13 Children’s Books That Embrace the Power of Female Expression

Did you know that March is Women’s History Month and March 8th is International Women’s Day? Also called the Day for Women’s Rights, it’s a global day that celebrates women’s achievements throughout history and around the world. Pretty cool, right? Whether you have boys or girls, it’s the perfect excuse to read some stories featuring smart, strong ladies. Here are a few books about awesome women, both real and imagined:

Fancy Nancy

Fancy Nancy Oodles of Kittens

Fancy Nancy is a young girl with a larger-than-life personality. She’s a sassy fashionista who loves rising above the ordinary, and she never hesitates to make a statement. She is unabashadley girly with her love of heels and all things purple and pink, and she’s a model to young girls everywhere to just be themselves.

I Am Enough

I Am Enough

I Am Enough is a picture book that everyone needs. It’s a gorgeous ode to loving who you are, respecting others, and being kind to one another. Beautifully illustrated, rhyming pictures detail what one little girl (with an impressive afro) appreciates about herself. The underlying message is: We are all here for a purpose. We are more than enough. We just need to believe it.

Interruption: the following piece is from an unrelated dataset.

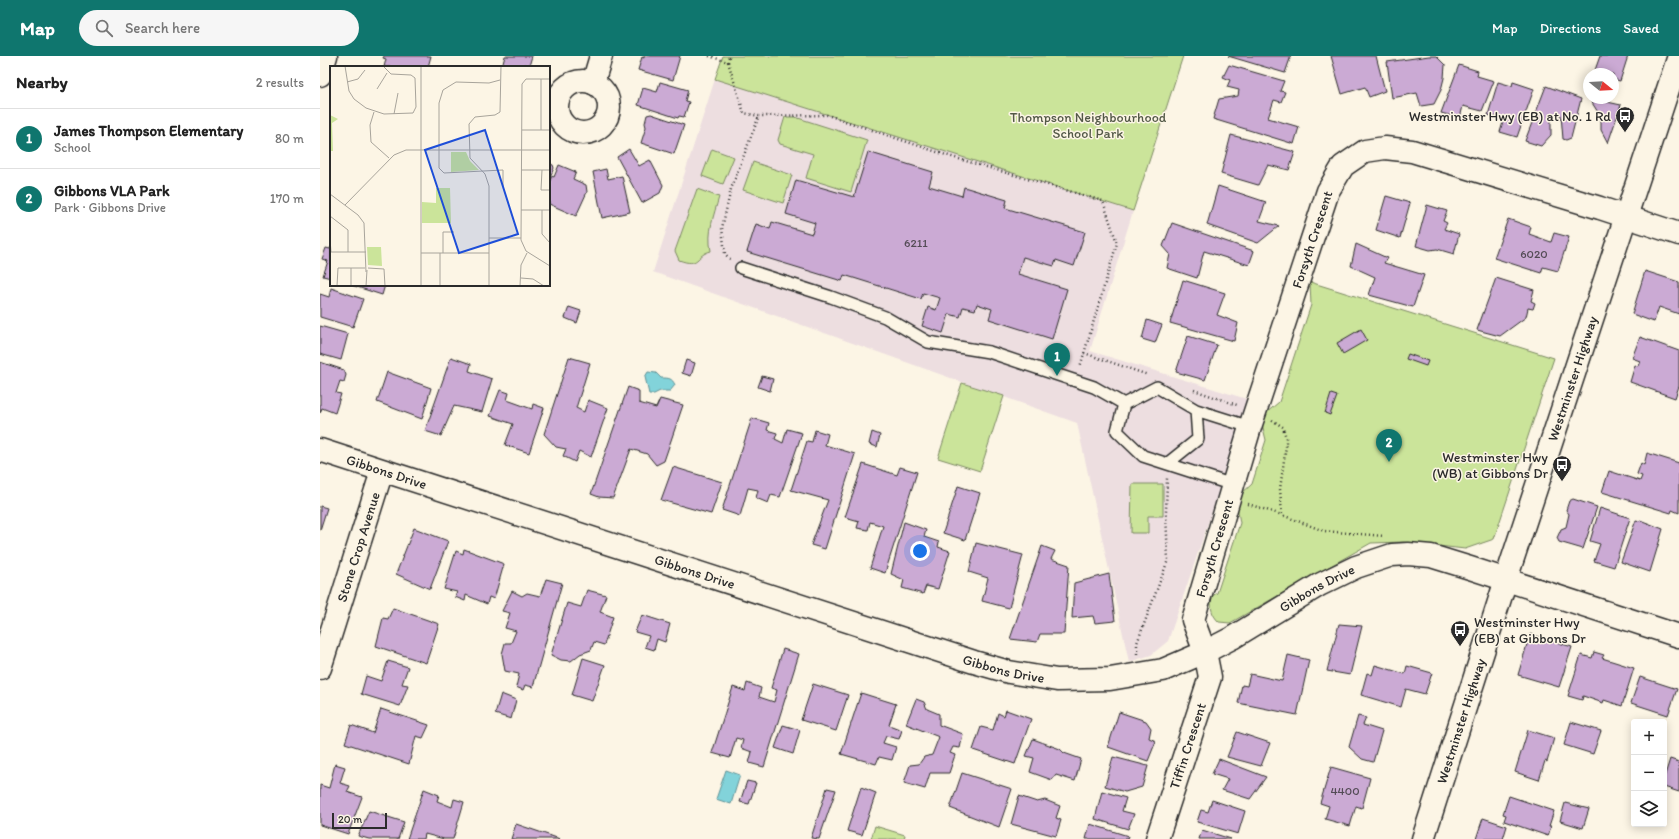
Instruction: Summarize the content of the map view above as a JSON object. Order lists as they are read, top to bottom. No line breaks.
{"streets":{"street":["Forsyth Crescent","Westminster Highway","Gibbons Drive","Stone Crop Avenue","Tiffin Crescent"]},"crossings":[["Forsyth Crescent","Westminster Highway"],["Forsyth Crescent","Gibbons Drive"],["Forsyth Crescent","Tiffin Crescent"],["Westminster Highway","Gibbons Drive"],["Gibbons Drive","Stone Crop Avenue"],["Gibbons Drive","Tiffin Crescent"]],"parks":["Thompson Neighbourhood School Park"],"places":{"bus stop":["Westminster Hwy (EB) at No. 1 Rd","Westminster Hwy (WB) at Gibbons Dr","Westminster Hwy (EB) at Gibbons Dr"]},"house_numbers":["6211","6020","4400"],"scale_bar":"20 m","north":"right","page":{"header":"Map","search":"Search here","nav":["Map","Directions","Saved"],"heading":["Nearby","2 results"],"list":[{"mark":"1","name":"James Thompson Elementary","note":"School","value":"80 m"},{"mark":"2","name":"Gibbons VLA Park","note":"Park · Gibbons Drive","value":"170 m"}],"pins":["1","2"],"map_buttons":["+","−"],"scale":"20 m"}}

Shaking Things Up: 14 Young Women Who Changed the World

This new book is hot off the press. Fresh, accessible, and inspiring, Shaking Things Up introduces fourteen revolutionary young women — each paired with a noteworthy female artist — to the next generation of activists, trail-blazers, and rabble-rousers. This is a poetic and visual celebration of persistent women throughout history.


Chrysanthemum is a funny and honest story about teasing, self-esteem, and acceptance. Perhaps most importantly, it’s about a young girl who learns to have confidence in who she is. Chrysanthemum thinks her name is absolutely perfect — until her first day of school. “You’re named after a flower!” teases Victoria. “Let’s smell her,” says Jo. Fortunately, Chrysanthemum learns to love her name again and regains her confidence in this relatable story.

Harriet Tubman

Harriet Tubman: Conductor on the Underground Railroad was praised by the New Yorker as “an evocative portrait,” and by the Chicago Tribune as “superb.” It is a gripping and accessible portrait of the heroic woman who guided more than 300 slaves to freedom and who is expected to be the face of the new $20 bill.

Dear Girl

This is a love letter written for the special girl in your life. It’s a gentle reminder that she’s powerful, strong, and holds a valuable place in the world. Any girl reading this book will feel that she’s great just the way she is, whether she enjoys jumping in a muddy puddle, has a face full of freckles, or dances on table tops. Dear Girl encourages girls to always be themselves and to love who they are — inside and out.

Brave Girl

This is the true story of a young immigrant who led the largest strike of women workers in U.S. history. Clara never quit, and she never accepted that girls should be treated poorly and paid little. From her short time in America, Clara learned that everyone deserves a fair chance — and that you had to stand together and fight for what you wanted. And, most importantly, that you could do anything you put your mind to.

No Truth Without Ruth

Ruth Bader Ginsburg is a powerhouse and may be one of the most respected women in the United States. Everyone should know her story. For years before becoming a justice of the Supreme Court, Ruth fought for equality as a lawyer and changed the way the law dealt with women’s rights. She also showed people that unfairness to women wasn’t just a female problem — that it negatively affected men and children too. This is an empowering picture book biography that tells the story of the second female justice of the Supreme Court.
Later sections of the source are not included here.